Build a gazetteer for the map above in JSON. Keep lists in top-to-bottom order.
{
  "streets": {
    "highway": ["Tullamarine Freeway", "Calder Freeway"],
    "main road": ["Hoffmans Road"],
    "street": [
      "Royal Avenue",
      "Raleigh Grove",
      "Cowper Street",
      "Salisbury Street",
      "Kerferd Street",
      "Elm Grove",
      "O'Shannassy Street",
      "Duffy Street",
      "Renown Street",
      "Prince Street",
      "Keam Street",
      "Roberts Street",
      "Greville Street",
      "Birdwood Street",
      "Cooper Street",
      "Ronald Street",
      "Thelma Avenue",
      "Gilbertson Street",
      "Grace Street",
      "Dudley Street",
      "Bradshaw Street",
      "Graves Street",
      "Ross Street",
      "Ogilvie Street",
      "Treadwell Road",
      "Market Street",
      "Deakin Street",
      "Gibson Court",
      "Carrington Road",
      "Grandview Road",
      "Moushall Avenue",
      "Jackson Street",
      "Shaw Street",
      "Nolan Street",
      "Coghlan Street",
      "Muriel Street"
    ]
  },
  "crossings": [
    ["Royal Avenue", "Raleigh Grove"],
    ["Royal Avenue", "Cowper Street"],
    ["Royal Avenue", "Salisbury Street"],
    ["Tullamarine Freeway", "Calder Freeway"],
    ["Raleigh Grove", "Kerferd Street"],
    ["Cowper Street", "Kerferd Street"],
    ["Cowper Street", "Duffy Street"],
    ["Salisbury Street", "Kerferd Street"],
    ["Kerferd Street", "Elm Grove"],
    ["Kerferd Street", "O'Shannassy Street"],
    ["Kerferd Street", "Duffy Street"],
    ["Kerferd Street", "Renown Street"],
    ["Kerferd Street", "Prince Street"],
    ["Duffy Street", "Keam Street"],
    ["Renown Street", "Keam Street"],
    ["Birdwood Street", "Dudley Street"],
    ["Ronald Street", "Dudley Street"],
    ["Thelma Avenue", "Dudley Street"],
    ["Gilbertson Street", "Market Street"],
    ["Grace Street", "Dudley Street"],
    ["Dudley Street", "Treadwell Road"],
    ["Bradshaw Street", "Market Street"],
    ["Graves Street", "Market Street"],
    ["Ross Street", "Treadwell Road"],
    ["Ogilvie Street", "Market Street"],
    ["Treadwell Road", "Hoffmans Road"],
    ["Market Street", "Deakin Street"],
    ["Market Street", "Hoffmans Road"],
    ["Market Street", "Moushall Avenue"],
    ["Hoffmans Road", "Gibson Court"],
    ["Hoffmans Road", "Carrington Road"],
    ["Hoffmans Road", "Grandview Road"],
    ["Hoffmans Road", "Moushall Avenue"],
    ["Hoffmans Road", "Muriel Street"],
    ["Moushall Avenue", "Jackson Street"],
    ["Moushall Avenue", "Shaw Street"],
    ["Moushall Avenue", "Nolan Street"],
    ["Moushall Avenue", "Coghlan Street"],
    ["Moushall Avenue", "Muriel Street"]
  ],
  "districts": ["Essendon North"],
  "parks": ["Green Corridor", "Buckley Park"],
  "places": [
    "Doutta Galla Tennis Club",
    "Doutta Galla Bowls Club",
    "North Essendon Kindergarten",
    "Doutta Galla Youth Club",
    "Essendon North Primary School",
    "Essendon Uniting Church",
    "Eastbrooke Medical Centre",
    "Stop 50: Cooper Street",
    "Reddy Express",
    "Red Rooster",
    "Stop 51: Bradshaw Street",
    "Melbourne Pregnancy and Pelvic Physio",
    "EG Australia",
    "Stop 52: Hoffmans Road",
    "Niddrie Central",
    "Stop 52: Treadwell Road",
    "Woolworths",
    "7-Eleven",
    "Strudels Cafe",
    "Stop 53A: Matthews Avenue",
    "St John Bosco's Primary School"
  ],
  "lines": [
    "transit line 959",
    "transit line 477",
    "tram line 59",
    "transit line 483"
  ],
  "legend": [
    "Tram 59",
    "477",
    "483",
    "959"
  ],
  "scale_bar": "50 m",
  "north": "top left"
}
■ ■ ■ ■ ■
_Work to be completed_
In how many lines of the records does the word "Salisbury" occur? Reply with the number only.

_Expected output_
3